[Saved entries]
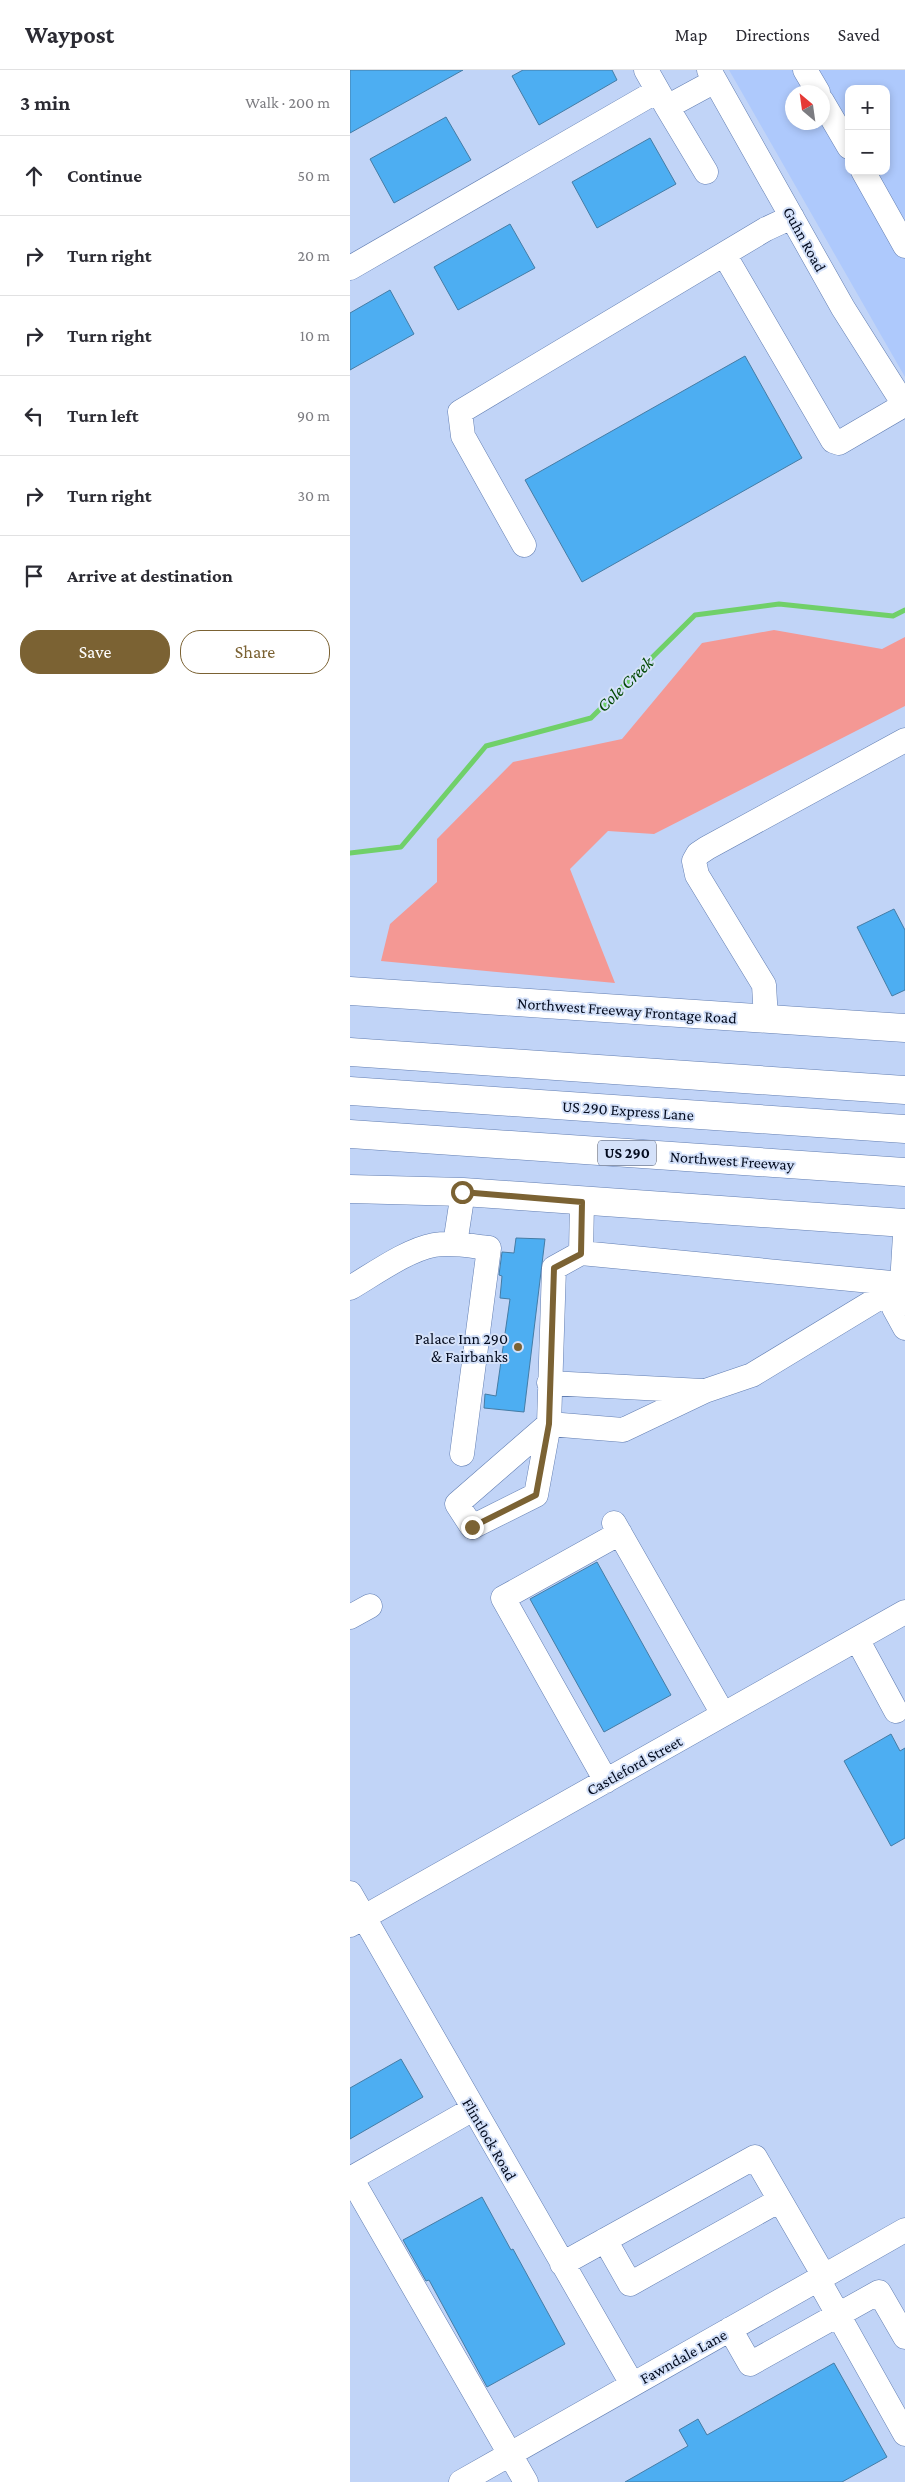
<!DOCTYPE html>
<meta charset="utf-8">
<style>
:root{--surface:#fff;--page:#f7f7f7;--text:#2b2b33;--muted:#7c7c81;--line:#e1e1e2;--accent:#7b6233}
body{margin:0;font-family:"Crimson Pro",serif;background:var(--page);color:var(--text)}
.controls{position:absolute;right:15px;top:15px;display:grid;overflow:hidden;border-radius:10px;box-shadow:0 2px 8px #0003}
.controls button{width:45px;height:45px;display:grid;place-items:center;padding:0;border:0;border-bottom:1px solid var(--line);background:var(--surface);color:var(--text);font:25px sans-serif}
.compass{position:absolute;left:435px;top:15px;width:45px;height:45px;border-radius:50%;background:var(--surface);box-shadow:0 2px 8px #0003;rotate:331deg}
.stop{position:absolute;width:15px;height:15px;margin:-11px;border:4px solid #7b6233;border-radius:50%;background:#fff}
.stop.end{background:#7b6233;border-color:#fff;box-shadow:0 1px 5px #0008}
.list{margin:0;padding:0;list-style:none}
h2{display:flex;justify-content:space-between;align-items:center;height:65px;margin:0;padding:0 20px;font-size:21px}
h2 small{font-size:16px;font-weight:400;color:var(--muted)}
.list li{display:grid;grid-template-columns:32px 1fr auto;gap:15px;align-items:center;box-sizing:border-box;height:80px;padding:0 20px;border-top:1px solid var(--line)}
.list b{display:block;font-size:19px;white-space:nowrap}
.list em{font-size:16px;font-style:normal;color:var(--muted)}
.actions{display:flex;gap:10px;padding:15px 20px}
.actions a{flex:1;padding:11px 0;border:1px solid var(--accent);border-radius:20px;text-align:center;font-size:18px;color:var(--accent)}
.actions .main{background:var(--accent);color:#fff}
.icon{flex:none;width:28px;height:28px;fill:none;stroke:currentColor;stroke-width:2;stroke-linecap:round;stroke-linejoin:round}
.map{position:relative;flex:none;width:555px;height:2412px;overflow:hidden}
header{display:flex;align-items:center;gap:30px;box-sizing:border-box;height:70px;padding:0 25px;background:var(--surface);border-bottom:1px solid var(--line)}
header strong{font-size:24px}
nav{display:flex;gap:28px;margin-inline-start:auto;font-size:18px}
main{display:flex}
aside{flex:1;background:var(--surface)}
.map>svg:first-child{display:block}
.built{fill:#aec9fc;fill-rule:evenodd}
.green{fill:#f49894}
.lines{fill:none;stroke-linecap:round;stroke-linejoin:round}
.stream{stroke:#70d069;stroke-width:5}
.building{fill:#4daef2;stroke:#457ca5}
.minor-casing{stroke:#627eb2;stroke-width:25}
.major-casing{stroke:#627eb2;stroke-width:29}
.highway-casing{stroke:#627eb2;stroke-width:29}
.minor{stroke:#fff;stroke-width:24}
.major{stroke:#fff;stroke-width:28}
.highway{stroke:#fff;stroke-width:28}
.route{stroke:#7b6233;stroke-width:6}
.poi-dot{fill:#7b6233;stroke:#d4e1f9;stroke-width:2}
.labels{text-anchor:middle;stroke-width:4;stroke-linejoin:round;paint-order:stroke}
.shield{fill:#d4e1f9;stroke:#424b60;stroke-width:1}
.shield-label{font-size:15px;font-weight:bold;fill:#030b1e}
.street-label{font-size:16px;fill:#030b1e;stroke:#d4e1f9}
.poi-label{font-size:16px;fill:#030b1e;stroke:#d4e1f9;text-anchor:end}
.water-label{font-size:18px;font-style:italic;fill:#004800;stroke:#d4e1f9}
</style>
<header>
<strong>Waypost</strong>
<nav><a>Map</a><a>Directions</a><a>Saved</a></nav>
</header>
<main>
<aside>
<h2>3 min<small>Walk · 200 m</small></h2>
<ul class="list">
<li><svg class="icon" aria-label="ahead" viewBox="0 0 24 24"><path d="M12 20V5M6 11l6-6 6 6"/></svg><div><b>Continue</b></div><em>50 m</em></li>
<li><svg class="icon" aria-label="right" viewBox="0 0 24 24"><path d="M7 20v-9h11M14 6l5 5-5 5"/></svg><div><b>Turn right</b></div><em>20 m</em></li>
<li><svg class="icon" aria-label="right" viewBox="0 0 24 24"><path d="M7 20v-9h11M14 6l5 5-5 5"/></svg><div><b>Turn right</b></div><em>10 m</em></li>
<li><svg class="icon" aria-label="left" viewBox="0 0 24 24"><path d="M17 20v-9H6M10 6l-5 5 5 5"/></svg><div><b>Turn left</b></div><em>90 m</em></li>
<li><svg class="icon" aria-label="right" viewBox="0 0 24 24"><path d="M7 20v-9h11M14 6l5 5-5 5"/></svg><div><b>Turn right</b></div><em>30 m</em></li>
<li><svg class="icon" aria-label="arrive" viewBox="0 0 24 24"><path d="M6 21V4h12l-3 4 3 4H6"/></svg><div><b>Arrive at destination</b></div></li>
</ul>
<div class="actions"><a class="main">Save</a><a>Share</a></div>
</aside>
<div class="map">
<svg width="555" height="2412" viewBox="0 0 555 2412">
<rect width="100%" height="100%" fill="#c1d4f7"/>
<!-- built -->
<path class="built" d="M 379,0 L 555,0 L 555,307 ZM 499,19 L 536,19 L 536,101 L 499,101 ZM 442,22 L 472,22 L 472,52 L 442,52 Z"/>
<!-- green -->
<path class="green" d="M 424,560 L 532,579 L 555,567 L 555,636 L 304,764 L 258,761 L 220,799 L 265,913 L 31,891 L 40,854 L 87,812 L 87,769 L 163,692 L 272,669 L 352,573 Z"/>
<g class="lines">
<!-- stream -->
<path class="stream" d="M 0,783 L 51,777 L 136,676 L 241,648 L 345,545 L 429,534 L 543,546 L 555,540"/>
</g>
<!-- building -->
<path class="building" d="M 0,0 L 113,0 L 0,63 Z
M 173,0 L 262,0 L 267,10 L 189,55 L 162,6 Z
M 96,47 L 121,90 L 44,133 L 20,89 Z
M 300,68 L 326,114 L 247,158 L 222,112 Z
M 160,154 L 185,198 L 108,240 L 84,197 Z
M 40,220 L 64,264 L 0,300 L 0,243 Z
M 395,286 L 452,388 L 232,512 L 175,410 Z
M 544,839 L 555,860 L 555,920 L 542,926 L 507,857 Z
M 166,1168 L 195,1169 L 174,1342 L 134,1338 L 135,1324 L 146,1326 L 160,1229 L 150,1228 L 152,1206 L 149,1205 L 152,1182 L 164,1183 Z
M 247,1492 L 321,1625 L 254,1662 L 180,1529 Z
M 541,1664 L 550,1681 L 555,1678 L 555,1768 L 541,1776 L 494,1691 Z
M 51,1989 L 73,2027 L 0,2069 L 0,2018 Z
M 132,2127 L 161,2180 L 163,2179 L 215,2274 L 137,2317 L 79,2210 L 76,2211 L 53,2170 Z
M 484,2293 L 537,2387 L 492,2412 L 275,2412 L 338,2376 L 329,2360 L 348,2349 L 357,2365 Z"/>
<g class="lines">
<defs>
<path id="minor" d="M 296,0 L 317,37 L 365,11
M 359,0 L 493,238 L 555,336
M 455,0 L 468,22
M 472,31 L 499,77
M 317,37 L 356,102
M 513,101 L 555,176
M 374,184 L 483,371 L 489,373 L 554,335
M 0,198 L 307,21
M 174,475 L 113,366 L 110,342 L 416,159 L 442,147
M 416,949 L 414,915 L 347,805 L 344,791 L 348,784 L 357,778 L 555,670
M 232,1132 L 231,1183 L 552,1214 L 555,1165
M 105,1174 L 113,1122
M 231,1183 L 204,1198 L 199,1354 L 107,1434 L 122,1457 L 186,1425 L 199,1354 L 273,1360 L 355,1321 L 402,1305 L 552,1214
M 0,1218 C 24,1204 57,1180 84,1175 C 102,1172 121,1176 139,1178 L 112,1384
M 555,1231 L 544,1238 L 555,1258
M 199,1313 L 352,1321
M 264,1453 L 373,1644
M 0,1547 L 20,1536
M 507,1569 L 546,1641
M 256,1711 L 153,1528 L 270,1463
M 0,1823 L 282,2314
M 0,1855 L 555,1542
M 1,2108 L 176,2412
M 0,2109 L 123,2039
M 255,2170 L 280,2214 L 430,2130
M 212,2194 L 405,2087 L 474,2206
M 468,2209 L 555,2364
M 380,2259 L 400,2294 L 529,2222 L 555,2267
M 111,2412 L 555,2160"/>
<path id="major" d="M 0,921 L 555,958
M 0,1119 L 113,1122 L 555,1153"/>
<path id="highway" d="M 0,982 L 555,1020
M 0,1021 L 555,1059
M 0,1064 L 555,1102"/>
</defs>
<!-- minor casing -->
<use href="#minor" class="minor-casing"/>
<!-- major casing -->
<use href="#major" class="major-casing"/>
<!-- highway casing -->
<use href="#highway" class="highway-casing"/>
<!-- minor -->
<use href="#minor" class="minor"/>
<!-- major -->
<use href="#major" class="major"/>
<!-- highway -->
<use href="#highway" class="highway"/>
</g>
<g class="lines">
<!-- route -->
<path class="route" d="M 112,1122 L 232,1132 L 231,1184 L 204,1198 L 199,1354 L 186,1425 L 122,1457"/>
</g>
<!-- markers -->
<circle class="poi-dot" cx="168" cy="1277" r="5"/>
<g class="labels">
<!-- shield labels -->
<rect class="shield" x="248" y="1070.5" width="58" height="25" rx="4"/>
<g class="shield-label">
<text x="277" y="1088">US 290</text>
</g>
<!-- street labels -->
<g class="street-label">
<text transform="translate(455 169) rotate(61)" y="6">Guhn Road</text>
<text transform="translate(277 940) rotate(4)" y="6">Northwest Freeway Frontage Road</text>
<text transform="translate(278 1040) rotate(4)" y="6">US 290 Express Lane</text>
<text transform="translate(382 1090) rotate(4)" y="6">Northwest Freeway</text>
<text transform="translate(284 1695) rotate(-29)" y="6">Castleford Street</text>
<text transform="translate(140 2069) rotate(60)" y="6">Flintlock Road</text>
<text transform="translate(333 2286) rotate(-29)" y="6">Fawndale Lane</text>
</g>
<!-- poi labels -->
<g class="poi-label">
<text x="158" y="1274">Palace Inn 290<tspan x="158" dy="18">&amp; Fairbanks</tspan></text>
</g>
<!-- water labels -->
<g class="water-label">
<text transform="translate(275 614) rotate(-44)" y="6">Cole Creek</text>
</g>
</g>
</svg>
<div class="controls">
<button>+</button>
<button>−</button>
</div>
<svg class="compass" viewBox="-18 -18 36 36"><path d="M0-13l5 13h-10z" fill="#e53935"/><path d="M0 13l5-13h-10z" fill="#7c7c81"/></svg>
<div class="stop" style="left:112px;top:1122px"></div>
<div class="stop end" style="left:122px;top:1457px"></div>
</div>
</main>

[Directions] Look for the word "grid" in every line of the records. State how many lines contain it, and write only the number.

[The answer] 3